> _What the task asks_:
If a line of the material contains "scale", copy it.

> _Extracted information_:
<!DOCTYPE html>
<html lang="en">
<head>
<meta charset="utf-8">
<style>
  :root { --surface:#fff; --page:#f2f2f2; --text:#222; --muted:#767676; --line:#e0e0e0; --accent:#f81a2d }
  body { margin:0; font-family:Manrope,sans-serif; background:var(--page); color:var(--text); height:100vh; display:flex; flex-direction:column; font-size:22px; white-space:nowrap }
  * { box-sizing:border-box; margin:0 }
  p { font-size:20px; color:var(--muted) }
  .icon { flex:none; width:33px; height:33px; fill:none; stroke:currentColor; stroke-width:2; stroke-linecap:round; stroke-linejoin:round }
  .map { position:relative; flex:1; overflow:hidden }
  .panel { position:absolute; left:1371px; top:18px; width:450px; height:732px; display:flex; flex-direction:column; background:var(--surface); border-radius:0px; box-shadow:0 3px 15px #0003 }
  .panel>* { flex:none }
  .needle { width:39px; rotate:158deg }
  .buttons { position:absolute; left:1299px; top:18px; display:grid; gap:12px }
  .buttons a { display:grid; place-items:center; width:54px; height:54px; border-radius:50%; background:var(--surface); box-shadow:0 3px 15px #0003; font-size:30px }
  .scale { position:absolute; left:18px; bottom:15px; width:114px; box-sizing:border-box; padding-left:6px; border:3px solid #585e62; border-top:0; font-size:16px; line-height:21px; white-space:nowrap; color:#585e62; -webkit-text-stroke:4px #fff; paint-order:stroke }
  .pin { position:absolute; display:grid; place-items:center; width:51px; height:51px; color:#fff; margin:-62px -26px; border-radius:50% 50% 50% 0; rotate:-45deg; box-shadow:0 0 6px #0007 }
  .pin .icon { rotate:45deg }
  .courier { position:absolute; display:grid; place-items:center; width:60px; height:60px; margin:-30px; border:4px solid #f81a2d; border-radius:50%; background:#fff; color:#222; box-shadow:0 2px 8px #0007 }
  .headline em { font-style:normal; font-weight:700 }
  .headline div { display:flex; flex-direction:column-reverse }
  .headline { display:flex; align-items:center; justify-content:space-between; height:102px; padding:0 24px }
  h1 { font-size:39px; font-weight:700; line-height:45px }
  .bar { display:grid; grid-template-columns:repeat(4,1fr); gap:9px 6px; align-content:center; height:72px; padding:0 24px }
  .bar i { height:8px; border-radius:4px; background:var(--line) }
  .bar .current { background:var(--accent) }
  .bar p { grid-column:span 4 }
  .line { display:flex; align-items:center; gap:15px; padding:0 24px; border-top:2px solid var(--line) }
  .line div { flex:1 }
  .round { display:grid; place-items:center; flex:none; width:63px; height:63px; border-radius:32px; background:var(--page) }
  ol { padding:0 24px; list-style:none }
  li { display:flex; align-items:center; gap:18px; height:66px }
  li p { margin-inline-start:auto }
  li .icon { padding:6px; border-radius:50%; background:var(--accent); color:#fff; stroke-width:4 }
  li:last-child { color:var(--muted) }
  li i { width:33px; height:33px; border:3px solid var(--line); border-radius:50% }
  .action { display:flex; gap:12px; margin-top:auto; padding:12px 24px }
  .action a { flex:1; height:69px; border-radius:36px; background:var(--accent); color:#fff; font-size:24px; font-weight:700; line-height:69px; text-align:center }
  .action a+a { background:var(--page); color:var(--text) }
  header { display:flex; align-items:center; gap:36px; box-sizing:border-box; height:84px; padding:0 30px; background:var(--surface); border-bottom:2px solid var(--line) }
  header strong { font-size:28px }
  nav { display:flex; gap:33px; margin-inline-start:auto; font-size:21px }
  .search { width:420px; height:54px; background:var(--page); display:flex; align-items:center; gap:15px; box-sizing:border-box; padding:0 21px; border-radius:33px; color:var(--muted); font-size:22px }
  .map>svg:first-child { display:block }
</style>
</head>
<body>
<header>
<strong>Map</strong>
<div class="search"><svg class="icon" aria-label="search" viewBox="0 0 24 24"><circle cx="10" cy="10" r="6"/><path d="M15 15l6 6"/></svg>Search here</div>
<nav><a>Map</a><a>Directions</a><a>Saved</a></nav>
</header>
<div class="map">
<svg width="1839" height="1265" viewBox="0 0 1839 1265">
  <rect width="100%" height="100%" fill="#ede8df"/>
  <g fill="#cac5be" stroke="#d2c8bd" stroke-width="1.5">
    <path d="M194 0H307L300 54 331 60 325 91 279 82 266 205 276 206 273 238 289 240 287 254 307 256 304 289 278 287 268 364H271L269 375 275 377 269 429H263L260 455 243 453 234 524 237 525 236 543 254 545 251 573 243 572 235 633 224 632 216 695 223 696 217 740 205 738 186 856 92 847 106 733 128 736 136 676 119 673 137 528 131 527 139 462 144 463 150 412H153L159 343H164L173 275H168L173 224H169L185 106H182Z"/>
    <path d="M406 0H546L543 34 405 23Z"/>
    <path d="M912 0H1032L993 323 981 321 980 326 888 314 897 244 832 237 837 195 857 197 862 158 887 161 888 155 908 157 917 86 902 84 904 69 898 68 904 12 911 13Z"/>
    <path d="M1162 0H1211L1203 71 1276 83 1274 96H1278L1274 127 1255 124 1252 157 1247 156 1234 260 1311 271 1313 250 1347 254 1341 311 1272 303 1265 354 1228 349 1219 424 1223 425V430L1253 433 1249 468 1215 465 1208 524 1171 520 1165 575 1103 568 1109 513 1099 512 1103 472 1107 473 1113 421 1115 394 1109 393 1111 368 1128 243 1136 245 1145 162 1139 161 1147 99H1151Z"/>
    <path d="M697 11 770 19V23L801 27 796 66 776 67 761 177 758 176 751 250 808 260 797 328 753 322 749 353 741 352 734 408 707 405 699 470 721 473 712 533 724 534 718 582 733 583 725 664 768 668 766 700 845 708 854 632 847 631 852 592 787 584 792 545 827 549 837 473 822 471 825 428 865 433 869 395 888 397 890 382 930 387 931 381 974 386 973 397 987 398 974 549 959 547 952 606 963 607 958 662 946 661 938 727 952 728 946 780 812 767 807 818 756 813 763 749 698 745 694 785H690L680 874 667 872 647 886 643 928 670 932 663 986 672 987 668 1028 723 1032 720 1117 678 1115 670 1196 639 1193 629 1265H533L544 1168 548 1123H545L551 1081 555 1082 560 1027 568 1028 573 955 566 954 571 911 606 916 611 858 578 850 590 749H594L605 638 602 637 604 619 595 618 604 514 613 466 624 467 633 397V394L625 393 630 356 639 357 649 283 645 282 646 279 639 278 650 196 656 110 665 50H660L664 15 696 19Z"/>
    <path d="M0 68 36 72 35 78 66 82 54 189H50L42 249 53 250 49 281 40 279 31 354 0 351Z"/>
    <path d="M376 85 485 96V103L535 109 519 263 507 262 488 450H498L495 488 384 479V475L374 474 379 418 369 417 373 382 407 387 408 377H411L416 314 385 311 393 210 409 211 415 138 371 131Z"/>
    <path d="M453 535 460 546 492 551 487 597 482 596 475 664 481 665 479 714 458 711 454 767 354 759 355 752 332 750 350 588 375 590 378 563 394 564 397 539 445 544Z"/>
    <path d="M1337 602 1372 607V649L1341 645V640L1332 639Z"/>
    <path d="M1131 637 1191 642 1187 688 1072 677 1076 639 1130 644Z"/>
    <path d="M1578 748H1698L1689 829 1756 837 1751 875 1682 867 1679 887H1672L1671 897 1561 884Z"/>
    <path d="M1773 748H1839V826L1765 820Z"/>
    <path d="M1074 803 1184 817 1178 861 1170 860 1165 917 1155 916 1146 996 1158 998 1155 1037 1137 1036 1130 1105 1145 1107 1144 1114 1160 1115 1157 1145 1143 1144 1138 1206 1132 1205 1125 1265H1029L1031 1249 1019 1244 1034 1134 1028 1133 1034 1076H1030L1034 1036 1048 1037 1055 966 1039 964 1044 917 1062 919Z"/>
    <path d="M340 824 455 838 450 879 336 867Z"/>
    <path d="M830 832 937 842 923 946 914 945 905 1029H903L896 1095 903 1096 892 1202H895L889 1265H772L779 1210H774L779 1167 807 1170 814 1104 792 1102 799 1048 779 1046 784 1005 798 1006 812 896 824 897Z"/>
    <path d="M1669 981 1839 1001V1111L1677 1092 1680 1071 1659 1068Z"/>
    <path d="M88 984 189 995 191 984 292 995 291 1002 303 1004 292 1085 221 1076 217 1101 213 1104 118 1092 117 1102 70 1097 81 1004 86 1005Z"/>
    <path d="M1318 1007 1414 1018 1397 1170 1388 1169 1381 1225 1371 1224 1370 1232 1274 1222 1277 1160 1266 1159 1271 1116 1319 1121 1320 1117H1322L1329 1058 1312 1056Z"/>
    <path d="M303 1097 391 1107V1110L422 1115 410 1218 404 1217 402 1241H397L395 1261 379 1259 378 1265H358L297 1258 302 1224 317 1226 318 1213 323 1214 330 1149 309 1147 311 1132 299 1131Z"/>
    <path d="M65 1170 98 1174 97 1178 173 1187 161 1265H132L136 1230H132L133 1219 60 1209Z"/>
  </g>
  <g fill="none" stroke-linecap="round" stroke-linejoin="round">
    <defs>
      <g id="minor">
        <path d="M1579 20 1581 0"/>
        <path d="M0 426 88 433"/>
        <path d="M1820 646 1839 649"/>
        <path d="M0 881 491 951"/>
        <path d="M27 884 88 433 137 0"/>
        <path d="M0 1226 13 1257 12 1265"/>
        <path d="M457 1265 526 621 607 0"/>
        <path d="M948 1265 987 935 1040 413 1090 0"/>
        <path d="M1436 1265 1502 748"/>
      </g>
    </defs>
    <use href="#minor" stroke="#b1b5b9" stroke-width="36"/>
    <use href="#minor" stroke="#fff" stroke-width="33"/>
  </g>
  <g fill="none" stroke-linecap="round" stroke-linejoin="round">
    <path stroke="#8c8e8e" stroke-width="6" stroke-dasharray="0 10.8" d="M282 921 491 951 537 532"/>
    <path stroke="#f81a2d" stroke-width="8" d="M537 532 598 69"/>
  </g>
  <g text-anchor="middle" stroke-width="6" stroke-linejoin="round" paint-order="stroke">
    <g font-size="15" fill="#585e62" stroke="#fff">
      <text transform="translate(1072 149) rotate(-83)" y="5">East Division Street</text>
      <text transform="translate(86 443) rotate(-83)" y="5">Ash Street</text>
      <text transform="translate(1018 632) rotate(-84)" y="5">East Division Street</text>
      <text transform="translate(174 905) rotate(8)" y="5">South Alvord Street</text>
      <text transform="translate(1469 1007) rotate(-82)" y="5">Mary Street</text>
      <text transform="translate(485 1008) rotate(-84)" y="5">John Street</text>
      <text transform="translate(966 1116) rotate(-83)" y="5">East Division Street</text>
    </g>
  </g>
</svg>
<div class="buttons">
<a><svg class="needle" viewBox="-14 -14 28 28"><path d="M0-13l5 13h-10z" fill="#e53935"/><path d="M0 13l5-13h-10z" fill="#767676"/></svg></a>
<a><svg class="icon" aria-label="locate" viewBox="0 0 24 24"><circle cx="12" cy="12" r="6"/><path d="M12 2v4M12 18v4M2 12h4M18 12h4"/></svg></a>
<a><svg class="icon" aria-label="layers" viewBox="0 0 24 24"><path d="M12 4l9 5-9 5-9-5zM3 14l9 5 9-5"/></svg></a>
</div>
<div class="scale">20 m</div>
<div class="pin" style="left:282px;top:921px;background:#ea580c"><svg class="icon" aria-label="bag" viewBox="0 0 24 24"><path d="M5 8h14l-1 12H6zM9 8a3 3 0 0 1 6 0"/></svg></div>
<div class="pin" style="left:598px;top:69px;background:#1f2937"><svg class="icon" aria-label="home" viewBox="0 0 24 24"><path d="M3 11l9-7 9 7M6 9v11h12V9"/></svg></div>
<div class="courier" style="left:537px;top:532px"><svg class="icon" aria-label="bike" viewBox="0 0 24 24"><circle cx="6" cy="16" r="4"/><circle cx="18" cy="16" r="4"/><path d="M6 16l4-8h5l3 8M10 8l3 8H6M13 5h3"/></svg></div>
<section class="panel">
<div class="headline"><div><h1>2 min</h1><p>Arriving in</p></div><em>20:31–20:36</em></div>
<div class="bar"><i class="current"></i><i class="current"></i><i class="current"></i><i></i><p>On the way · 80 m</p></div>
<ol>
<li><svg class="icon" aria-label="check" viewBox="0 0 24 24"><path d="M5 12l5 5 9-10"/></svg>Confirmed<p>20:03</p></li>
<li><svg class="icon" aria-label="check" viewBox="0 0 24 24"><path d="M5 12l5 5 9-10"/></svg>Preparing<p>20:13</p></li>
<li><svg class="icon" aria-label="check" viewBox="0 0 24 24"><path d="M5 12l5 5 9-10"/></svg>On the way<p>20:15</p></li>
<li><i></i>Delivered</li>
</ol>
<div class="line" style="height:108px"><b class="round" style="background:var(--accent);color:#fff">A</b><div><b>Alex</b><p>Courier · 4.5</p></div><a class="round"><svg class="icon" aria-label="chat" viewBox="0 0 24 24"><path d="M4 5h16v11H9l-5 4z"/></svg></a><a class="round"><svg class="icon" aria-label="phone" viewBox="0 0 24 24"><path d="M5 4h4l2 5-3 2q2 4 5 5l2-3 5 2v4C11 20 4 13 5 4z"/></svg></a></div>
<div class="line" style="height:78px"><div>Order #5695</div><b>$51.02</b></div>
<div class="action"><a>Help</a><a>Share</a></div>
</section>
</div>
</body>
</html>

> _Written solution_:
  .scale { position:absolute; left:18px; bottom:15px; width:114px; box-sizing:border-box; padding-left:6px; border:3px solid #585e62; border-top:0; font-size:16px; line-height:21px; white-space:nowrap; color:#585e62; -webkit-text-stroke:4px #fff; paint-order:stroke }
<div class="scale">20 m</div>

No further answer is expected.